(Collected data)

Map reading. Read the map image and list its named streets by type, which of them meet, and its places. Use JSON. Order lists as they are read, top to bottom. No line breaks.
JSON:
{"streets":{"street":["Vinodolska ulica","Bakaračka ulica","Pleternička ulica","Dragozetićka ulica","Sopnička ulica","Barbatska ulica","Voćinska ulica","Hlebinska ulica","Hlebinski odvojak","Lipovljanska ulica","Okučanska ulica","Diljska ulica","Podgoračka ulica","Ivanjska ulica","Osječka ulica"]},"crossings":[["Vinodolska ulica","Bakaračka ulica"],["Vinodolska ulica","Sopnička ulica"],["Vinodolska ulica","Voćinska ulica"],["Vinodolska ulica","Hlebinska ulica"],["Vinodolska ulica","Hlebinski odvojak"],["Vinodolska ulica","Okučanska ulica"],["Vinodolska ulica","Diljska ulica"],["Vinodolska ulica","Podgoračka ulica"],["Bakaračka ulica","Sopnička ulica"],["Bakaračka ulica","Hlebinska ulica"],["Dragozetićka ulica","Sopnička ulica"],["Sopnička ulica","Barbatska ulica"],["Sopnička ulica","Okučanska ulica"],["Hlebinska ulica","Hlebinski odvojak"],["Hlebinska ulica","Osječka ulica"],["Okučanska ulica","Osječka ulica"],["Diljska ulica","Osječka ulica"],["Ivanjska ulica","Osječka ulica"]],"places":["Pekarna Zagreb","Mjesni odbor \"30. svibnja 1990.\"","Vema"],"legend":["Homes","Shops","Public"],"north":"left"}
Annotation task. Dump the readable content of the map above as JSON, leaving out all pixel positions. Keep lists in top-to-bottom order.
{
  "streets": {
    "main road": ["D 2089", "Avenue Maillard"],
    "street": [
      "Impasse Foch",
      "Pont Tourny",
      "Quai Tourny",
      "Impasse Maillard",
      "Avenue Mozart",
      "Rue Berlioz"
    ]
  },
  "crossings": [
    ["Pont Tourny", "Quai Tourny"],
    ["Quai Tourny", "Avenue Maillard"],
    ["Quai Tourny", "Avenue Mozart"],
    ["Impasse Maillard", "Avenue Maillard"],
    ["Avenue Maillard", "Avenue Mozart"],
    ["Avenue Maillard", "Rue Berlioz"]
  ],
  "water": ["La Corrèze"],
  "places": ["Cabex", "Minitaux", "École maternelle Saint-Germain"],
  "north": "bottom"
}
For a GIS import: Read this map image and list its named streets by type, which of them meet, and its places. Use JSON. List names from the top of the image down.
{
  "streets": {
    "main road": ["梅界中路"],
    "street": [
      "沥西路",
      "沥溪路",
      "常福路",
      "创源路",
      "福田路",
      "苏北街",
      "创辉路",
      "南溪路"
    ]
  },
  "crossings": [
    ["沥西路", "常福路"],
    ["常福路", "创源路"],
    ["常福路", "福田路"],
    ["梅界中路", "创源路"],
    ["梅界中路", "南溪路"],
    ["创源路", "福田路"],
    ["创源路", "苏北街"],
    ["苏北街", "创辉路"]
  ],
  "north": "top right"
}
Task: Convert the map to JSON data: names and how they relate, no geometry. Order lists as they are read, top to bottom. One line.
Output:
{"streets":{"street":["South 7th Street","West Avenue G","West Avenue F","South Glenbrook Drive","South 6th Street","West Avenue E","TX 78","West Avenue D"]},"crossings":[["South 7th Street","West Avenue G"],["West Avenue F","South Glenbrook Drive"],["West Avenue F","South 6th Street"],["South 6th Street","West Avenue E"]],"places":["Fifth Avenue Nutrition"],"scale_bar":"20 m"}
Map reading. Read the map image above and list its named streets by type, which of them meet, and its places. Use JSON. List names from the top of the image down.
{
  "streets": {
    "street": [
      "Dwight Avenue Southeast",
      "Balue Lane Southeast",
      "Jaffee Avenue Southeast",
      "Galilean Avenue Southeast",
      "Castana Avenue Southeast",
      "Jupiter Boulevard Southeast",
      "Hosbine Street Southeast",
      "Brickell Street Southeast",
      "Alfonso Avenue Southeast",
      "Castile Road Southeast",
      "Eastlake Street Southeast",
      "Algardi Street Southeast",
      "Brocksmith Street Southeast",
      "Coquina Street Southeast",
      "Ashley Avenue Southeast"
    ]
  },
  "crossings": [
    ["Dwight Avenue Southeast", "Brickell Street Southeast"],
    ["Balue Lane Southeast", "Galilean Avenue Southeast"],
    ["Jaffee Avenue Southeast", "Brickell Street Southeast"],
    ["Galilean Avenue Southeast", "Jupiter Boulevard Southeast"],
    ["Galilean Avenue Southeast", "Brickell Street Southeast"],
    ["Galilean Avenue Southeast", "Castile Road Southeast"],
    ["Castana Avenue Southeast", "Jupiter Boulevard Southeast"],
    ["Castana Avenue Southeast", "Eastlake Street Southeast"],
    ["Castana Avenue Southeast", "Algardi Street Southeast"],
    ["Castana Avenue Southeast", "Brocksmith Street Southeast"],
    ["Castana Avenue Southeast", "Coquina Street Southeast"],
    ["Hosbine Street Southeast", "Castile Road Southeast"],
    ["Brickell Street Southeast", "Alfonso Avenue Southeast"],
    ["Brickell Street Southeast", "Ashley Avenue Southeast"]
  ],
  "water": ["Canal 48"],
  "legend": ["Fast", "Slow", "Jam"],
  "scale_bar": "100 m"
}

_Work item_. Please count how many lines in the preceding records hold the word "they", then give only that number.

_Solution for this exercise_. 2